Plötzlich kam Bewegung in die Verhandlungen, und in nur einer Woche Anfang Oktober änderte sich alles. Am Montag, den 3. Oktober 2022, stellte US-Unterhändler Hochstein beiden Seiten seinen vorläufigen Textentwurf einer Vereinbarung zu. Der Libanon stimmte grundsätzlich zu, und der Text ging mit Anmerkungen versehen zurück an Hochstein, der alles an Israel weiterleitete. Am Donnerstag, den 6. Oktober 2022, befasste sich das israelische Sicherheitskabinett mehr als drei Stunden mit den Texten. Während man dem Hochstein-Entwurf grundsätzlich zustimmte, wurden die Anmerkungen des Libanons zurückgewiesen.
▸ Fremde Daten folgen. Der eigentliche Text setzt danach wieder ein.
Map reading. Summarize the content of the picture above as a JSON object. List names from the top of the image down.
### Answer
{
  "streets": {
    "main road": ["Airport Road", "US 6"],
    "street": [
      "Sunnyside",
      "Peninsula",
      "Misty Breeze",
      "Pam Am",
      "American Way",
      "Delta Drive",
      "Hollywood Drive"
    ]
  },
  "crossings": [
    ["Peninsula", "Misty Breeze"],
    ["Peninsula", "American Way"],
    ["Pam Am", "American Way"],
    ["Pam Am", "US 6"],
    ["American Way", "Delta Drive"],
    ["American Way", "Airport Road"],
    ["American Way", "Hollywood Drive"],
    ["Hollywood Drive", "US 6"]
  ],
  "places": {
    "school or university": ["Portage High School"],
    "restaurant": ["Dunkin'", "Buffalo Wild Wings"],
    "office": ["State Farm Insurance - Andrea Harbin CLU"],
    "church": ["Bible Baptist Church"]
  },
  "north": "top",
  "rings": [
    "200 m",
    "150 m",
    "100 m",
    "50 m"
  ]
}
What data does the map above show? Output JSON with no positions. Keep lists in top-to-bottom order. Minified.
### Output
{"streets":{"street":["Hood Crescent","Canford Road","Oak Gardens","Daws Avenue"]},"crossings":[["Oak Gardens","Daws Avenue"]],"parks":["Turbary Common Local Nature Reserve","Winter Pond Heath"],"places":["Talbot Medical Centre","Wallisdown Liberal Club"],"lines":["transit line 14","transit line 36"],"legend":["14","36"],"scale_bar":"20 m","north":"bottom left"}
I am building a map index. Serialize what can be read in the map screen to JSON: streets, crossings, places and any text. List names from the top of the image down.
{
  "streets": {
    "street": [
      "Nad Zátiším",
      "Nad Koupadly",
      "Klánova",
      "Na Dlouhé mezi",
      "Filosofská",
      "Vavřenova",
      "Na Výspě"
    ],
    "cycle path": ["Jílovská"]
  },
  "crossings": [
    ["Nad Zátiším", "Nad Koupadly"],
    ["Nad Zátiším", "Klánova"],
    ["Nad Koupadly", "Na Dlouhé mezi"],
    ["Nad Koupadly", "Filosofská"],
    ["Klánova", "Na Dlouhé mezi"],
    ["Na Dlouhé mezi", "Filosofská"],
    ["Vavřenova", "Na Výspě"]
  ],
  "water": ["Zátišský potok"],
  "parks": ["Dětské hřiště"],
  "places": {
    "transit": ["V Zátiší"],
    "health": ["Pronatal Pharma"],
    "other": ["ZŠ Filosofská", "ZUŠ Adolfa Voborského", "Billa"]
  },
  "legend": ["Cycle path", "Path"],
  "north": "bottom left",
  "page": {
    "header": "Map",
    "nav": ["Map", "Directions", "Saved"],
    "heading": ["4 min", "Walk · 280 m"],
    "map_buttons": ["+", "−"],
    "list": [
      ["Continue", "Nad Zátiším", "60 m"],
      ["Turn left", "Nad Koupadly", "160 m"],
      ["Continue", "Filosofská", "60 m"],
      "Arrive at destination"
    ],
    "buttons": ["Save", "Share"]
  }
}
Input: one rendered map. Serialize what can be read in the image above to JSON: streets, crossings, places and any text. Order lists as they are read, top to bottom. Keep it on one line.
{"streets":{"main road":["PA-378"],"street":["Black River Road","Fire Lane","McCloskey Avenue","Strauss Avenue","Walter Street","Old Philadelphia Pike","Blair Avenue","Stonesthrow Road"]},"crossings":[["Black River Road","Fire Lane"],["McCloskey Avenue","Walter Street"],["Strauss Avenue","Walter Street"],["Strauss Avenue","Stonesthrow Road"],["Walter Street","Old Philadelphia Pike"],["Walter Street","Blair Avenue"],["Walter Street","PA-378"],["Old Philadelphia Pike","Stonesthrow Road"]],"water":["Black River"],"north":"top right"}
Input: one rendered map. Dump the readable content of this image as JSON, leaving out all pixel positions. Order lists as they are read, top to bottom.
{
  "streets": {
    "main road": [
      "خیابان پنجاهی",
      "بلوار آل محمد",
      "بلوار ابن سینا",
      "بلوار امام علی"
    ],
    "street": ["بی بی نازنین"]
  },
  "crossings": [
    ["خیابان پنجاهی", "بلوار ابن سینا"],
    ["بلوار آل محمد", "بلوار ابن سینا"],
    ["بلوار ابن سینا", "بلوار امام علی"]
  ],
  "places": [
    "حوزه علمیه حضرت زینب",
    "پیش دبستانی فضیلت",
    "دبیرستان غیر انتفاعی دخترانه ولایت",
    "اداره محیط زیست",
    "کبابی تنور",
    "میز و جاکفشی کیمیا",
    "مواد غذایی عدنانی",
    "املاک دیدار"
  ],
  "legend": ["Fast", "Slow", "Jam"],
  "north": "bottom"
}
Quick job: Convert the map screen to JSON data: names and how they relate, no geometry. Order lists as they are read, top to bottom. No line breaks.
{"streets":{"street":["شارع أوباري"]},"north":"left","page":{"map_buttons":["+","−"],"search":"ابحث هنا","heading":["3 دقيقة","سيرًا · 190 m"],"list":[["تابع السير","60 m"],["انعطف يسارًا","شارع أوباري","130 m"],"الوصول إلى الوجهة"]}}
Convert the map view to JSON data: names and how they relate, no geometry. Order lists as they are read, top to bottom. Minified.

Begründet wurde die Ablehnung damit, dass die Forderungen des Libanons die von Israel gezogenen roten Linien für die Sicherheit des Landes überschritten, hieß es. Israel werde den Forderungen nicht zustimmen, auch wenn es keine Vereinbarung geben sollte. Uneinigkeit bestand weiter über den genauen Verlauf der Abgrenzung der jeweiligen Wirtschaftszonen und wer wie und unter welchen Bedingungen im Qana-Gasfeld arbeiten dürfe. Israel bestand zudem auf der Markierung einer Sicherheitszone mit Bojen. Umstritten blieb auch die Form einer endgültigen Vereinbarung.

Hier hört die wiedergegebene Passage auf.